[DATA RECORDS]

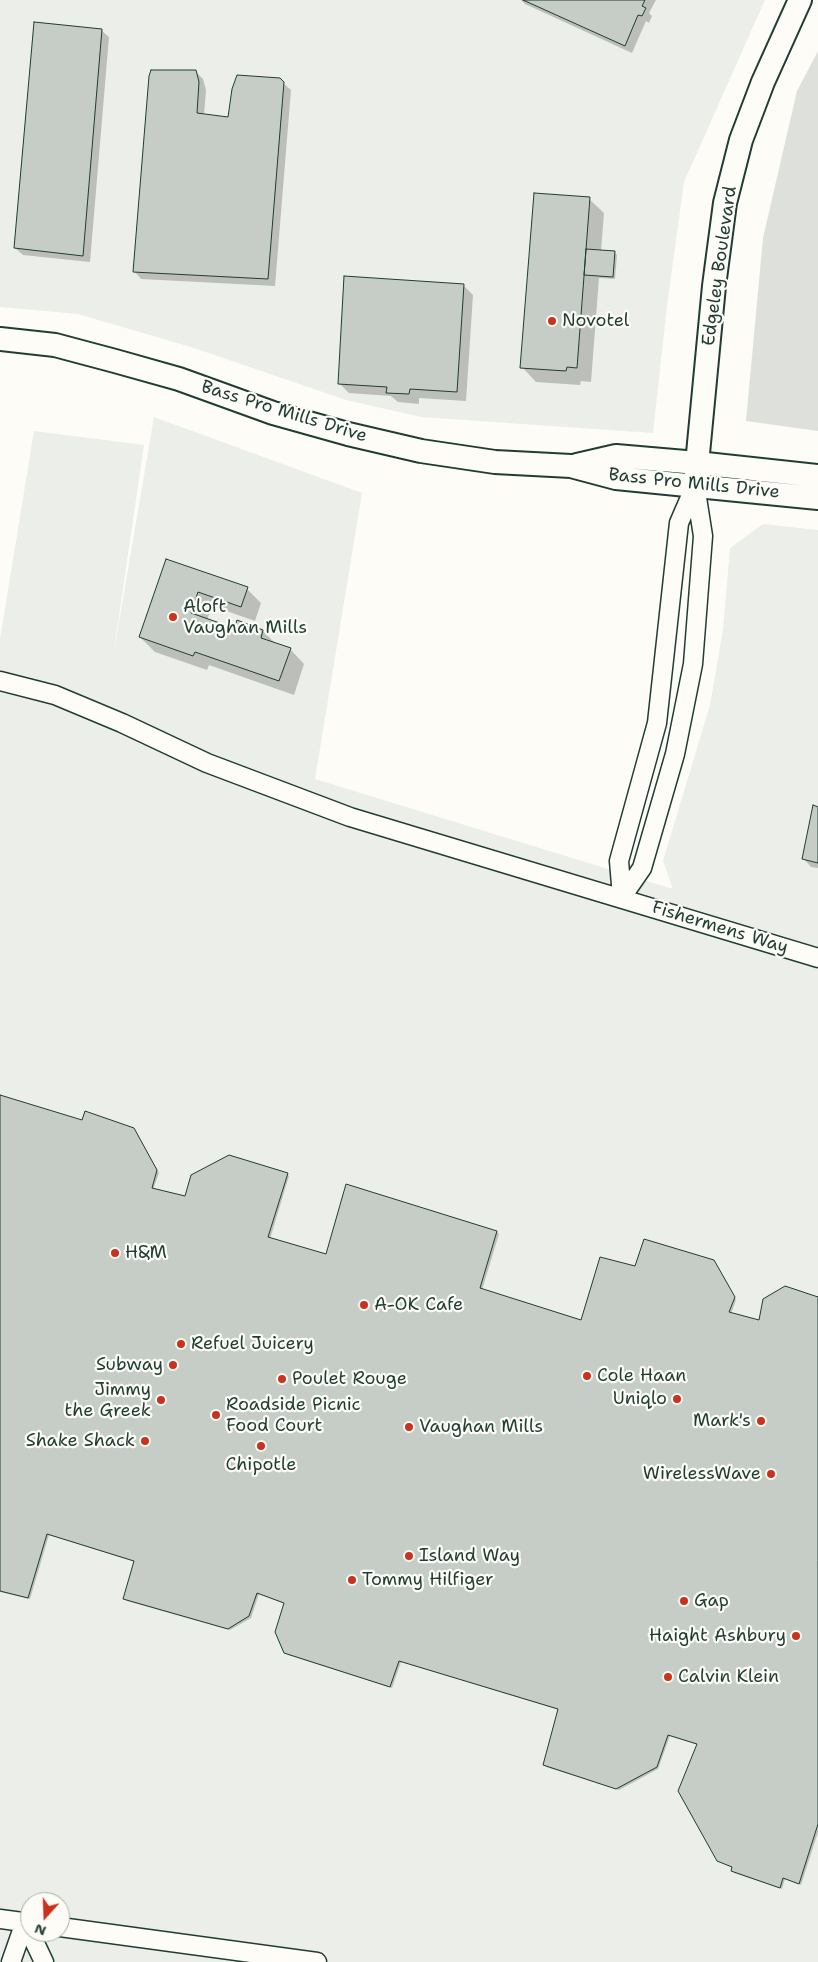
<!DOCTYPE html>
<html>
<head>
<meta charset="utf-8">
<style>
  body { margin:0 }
  #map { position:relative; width:818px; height:1962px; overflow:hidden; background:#fdfcf7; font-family:"Shantell Sans",sans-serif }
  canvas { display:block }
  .north { position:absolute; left:20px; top:1892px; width:50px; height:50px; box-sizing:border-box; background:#fdfcf7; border:1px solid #a4b0a9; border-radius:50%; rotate:200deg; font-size:14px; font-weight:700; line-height:20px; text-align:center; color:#1f3d34 }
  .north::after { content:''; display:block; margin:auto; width:18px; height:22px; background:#c8321e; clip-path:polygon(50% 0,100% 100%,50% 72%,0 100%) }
</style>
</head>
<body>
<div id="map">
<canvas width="818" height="1962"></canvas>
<div class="north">N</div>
</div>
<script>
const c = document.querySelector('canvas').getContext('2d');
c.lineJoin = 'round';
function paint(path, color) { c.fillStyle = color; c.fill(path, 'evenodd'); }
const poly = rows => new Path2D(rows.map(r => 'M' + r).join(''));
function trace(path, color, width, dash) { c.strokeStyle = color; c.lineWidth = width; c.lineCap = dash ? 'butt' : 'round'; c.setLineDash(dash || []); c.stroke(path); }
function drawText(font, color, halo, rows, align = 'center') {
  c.font = font + ' "Shantell Sans",sans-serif'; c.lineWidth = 4.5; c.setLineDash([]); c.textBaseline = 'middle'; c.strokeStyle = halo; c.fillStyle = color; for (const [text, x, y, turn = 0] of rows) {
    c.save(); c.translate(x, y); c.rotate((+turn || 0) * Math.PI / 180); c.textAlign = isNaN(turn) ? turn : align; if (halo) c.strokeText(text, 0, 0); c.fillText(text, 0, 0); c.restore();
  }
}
const built = poly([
  [0,0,765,0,684,182,667,306,653,433,421,417,346,400,194,348,78,314,0,307],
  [154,417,362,493,315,779,673,889,663,861,710,705,723,630,730,548,763,524,818,530,818,1962,0,1962,0,639,34,431,144,445,113,657],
  [30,1902,60,1902,60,1932,30,1932]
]);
const green = poly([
  [818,51,818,431,746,421,763,238,797,91]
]);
const shadow = poly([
  [521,0,656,0,649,13,652,16,649,23,646,21,632,53,525,4],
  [101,30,109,37,90,262,23,255,15,248],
  [195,71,203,79,206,90,204,115,229,119,283,83,291,90,275,286,141,279,134,271],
  [589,199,604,213,601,251,615,253,617,255,615,279,599,278,591,382,581,381,580,385,536,382,522,367],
  [463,285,473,295,466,401,419,398,419,404,398,402,391,396,349,393,339,383],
  [167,561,247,589,261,603,255,621,212,606,207,620,235,630,263,631,277,645,290,649,304,664,294,695,209,665,207,670,155,652,140,637],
  [818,809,818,868,811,867,804,859],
  [0,1096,83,1122,134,1129,159,1173,153,1190,186,1198,287,1174,289,1176,270,1239,327,1256,497,1232,499,1234,482,1290,582,1322,635,1267,715,1263,736,1300,731,1314,760,1322,818,1298,818,1832,801,1885,785,1879,782,1889,734,1873,732,1871,733,1868,718,1861,698,1745,670,1736,658,1769,619,1790,546,1767,544,1765,559,1710,401,1662,392,1688,288,1655,285,1652,285,1604,259,1594,251,1618,230,1630,127,1601,125,1599,135,1562,49,1535,30,1599,0,1592]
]);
const building = poly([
  [523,0,645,0,642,6,646,8,642,16,638,15,625,46,523,0],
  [34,22,102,29,83,256,14,248,34,22],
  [151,70,196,70,199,82,197,113,228,117,232,89,237,75,280,78,284,82,268,279,133,272,149,76,151,70],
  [534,193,590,197,577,368,567,367,566,371,520,368,534,193],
  [586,249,615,251,613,277,584,275,586,249],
  [344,276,464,284,457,392,410,389,409,394,386,393,387,387,338,384,344,276],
  [166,559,248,587,241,607,198,592,191,613,234,628,237,620,263,630,261,638,291,648,279,681,195,652,193,656,139,637,166,559],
  [813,805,818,807,818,863,802,859,813,805],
  [0,1095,82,1120,85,1111,134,1128,157,1170,152,1188,185,1196,191,1175,229,1155,288,1173,268,1237,326,1254,346,1184,497,1231,480,1288,581,1320,600,1257,635,1266,644,1239,714,1260,735,1297,729,1312,759,1320,763,1299,785,1286,818,1297,818,1824,799,1884,783,1878,780,1888,731,1871,732,1867,717,1861,678,1791,697,1744,668,1735,657,1767,616,1789,543,1765,558,1709,399,1661,390,1687,284,1653,275,1632,284,1603,257,1593,249,1616,228,1629,123,1599,134,1561,47,1534,28,1598,0,1591,0,1095]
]);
const minor = poly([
  [0,681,55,695,122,723,207,763,350,817,818,958],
  [622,897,642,868,675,754,693,664,703,536,695,485],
  [622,897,619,861,657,723,679,523,695,486],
  [0,1919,30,1923],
  [25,1922,44,1962],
  [60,1927,317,1962],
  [11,1962,25,1922]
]);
const tertiary = poly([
  [0,339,55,345,115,361,179,379,273,413,348,434,421,451,495,462,571,466,616,478,818,498],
  [577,465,616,456,697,463,818,476],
  [695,485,714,286,725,203,741,140,763,82,800,0]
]);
const markers = [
  [552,321,5,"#c8321e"],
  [173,617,5,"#c8321e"],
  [115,1253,5,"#c8321e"],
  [364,1305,5,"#c8321e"],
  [181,1344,5,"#c8321e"],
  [173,1365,5,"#c8321e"],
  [587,1376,5,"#c8321e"],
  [282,1379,5,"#c8321e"],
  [677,1399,5,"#c8321e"],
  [161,1400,5,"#c8321e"],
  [216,1415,5,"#c8321e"],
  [761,1421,5,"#c8321e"],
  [409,1427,5,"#c8321e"],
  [145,1441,5,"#c8321e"],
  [261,1446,5,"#c8321e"],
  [771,1474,5,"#c8321e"],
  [409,1556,5,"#c8321e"],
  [352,1580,5,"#c8321e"],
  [684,1601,5,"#c8321e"],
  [796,1636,5,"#c8321e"],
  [668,1677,5,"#c8321e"]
];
const streetNames = [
  ["Edgeley Boulevard",720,266,-82],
  ["Bass Pro Mills Drive",284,412,17],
  ["Bass Pro Mills Drive",694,484,6],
  ["Fishermens Way",720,928,17]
];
const poiNames = [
  ["Novotel",562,321],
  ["Aloft",183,607],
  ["Vaughan Mills",183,628],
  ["H&M",125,1253],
  ["A-OK Cafe",374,1305],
  ["Refuel Juicery",191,1344],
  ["Subway",163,1365,"right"],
  ["Cole Haan",597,1376],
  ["Poulet Rouge",292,1379],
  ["Jimmy",151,1390,"right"],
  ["the Greek",151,1411,"right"],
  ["Uniqlo",667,1399,"right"],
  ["Roadside Picnic",226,1405],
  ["Food Court",226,1426],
  ["Mark's",751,1421,"right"],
  ["Vaughan Mills",419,1427],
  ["Shake Shack",135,1441,"right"],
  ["Chipotle",261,1465,"center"],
  ["WirelessWave",761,1474,"right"],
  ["Island Way",419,1556],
  ["Tommy Hilfiger",362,1580],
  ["Gap",694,1601],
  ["Haight Ashbury",786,1636,"right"],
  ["Calvin Klein",678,1677]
];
paint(built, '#eceee9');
paint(green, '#dde0db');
paint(shadow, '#0003');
paint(building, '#c6cdc7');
trace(building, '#1f3d34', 1);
trace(minor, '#1f3d34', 21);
trace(tertiary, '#1f3d34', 26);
trace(minor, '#fdfcf7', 18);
trace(tertiary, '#fdfcf7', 22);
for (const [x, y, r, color] of markers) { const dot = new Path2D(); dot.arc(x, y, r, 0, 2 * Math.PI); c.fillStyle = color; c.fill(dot); trace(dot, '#fdfcf7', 2); }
drawText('18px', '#1f3d34', '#fdfcf7', streetNames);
drawText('18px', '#1f3d34', '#fdfcf7', poiNames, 'left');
</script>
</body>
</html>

[/DATA RECORDS]

Copy out every line in the records where the word "halo" is found.

function drawText(font, color, halo, rows, align = 'center') {
  c.font = font + ' "Shantell Sans",sans-serif'; c.lineWidth = 4.5; c.setLineDash([]); c.textBaseline = 'middle'; c.strokeStyle = halo; c.fillStyle = color; for (const [text, x, y, turn = 0] of rows) {
    c.save(); c.translate(x, y); c.rotate((+turn || 0) * Math.PI / 180); c.textAlign = isNaN(turn) ? turn : align; if (halo) c.strokeText(text, 0, 0); c.fillText(text, 0, 0); c.restore();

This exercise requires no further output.